--- START ---
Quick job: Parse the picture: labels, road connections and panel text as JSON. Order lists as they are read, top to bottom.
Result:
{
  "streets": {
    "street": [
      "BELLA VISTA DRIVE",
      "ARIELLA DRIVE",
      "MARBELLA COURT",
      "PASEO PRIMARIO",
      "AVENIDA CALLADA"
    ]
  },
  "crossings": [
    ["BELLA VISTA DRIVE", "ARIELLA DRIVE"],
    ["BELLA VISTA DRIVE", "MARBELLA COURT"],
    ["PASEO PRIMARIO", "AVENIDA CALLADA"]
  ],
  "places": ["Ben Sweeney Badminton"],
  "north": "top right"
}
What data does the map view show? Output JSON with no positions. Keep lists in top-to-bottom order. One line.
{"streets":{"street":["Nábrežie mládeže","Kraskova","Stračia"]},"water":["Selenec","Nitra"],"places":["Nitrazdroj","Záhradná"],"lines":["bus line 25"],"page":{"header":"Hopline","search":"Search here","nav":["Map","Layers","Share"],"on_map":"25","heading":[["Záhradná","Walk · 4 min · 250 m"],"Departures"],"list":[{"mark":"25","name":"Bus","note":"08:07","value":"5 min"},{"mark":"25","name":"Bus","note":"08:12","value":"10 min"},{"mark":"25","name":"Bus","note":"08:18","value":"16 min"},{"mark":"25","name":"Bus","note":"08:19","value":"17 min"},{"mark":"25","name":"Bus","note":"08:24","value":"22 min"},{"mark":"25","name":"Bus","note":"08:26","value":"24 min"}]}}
--- END ---
Exercise aim
Each record must be restated word for word, including the last line.

Solution for this task
Quick job: Parse the picture: labels, road connections and panel text as JSON. Order lists as they are read, top to bottom.
Result:
{
  "streets": {
    "street": [
      "BELLA VISTA DRIVE",
      "ARIELLA DRIVE",
      "MARBELLA COURT",
      "PASEO PRIMARIO",
      "AVENIDA CALLADA"
    ]
  },
  "crossings": [
    ["BELLA VISTA DRIVE", "ARIELLA DRIVE"],
    ["BELLA VISTA DRIVE", "MARBELLA COURT"],
    ["PASEO PRIMARIO", "AVENIDA CALLADA"]
  ],
  "places": ["Ben Sweeney Badminton"],
  "north": "top right"
}
What data does the map view show? Output JSON with no positions. Keep lists in top-to-bottom order. One line.
{"streets":{"street":["Nábrežie mládeže","Kraskova","Stračia"]},"water":["Selenec","Nitra"],"places":["Nitrazdroj","Záhradná"],"lines":["bus line 25"],"page":{"header":"Hopline","search":"Search here","nav":["Map","Layers","Share"],"on_map":"25","heading":[["Záhradná","Walk · 4 min · 250 m"],"Departures"],"list":[{"mark":"25","name":"Bus","note":"08:07","value":"5 min"},{"mark":"25","name":"Bus","note":"08:12","value":"10 min"},{"mark":"25","name":"Bus","note":"08:18","value":"16 min"},{"mark":"25","name":"Bus","note":"08:19","value":"17 min"},{"mark":"25","name":"Bus","note":"08:24","value":"22 min"},{"mark":"25","name":"Bus","note":"08:26","value":"24 min"}]}}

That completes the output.